Reviewed-by: Andreas Aardal Hanssen

1 files changed, 86 insertions, 48 deletions

diff --git a/src/gui/image/qimage.cpp b/src/gui/image/qimage.cpp
index 21ca1e3..6d96d7a 100644
--- a/src/gui/image/qimage.cpp
+++ b/src/gui/image/qimage.cpp
@@ -449,7 +449,7 @@ bool QImageData::checkForAlphaPixels() const
     to the pixel() function.  The pixel() function returns the color
     as a QRgb value indepedent of the image's format.
 
-    In case of monochrome and 8-bit images, the numColors() and
+    In case of monochrome and 8-bit images, the colorCount() and
     colorTable() functions provide information about the color
     components used to store the image data: The colorTable() function
     returns the image's entire color table. To obtain a single entry,
@@ -484,7 +484,7 @@ bool QImageData::checkForAlphaPixels() const
     depths are 1 (monochrome), 8 and 32 (for more information see the
     \l {QImage#Image Formats}{Image Formats} section).
 
-    The format(), bytesPerLine(), and numBytes() functions provide
+    The format(), bytesPerLine(), and byteCount() functions provide
     low-level information about the data stored in the image.
 
     The cacheKey() function returns a number that uniquely
@@ -623,7 +623,7 @@ bool QImageData::checkForAlphaPixels() const
     \o Sets the color table used to translate color indexes. Only
     monochrome and 8-bit formats.
     \row
-    \o setNumColors()
+    \o setColorCount()
     \o Resizes the color table. Only monochrome and 8-bit formats.
 
     \endtable
@@ -906,7 +906,7 @@ QImageData *QImageData::create(uchar *data, int width, int height,  int bpl, QIm
 
     If \a format is an indexed color format, the image color table is
     initially empty and must be sufficiently expanded with
-    setNumColors() or setColorTable() before the image is used.
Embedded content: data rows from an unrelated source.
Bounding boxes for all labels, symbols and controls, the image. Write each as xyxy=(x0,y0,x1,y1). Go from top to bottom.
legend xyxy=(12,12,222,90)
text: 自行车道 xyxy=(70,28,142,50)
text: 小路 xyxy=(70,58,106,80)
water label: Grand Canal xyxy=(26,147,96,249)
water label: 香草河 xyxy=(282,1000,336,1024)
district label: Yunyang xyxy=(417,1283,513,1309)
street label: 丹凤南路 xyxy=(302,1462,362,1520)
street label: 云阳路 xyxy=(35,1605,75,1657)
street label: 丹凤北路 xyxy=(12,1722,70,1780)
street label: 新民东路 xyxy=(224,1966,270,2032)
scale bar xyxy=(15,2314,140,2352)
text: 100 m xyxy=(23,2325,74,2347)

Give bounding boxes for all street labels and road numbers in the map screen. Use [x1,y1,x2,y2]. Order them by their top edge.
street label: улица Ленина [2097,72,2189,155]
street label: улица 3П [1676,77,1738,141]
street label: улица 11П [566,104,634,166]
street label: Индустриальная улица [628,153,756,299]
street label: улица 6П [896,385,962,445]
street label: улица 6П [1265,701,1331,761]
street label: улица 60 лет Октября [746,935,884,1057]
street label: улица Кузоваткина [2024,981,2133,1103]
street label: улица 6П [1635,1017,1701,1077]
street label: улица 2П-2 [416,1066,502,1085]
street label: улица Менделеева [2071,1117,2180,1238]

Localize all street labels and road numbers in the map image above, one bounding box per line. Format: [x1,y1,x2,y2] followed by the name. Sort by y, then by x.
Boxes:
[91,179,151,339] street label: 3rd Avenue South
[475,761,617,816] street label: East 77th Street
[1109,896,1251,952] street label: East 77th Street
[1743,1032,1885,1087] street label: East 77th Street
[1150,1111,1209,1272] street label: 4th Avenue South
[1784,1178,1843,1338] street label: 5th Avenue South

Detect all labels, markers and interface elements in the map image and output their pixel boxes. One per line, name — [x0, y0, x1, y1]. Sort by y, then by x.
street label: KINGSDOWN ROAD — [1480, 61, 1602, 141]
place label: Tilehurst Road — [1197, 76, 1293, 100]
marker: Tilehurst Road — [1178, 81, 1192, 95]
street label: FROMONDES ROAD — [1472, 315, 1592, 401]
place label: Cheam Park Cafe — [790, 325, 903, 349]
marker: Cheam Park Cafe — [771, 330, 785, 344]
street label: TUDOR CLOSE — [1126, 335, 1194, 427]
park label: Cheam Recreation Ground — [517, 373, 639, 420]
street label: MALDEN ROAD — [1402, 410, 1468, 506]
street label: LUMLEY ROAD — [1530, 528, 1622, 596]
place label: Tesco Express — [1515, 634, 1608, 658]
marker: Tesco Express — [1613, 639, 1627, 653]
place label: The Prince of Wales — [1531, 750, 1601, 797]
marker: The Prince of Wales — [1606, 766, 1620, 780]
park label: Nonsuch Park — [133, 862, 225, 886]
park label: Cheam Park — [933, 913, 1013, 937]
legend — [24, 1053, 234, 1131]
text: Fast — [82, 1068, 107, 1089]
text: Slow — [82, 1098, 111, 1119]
+    setColorCount() or setColorTable() before the image is used.
 */
 QImage::QImage(uchar* data, int width, int height, Format format)
     : QPaintDevice()
@@ -928,7 +928,7 @@ QImage::QImage(uchar* data, int width, int height, Format format)
 
     If \a format is an indexed color format, the image color table is
     initially empty and must be sufficiently expanded with
-    setNumColors() or setColorTable() before the image is used.
+    setColorCount() or setColorTable() before the image is used.
 
     Unlike the similar QImage constructor that takes a non-const data buffer,
     this version will never alter the contents of the buffer.  For example,
@@ -954,7 +954,7 @@ QImage::QImage(const uchar* data, int width, int height, Format format)
 
     If \a format is an indexed color format, the image color table is
     initially empty and must be sufficiently expanded with
-    setNumColors() or setColorTable() before the image is used.
+    setColorCount() or setColorTable() before the image is used.
 */
 QImage::QImage(uchar *data, int width, int height, int bytesPerLine, Format format)
     :QPaintDevice()
@@ -974,7 +974,7 @@ QImage::QImage(uchar *data, int width, int height, int bytesPerLine, Format form
 
     If \a format is an indexed color format, the image color table is
     initially empty and must be sufficiently expanded with
-    setNumColors() or setColorTable() before the image is used.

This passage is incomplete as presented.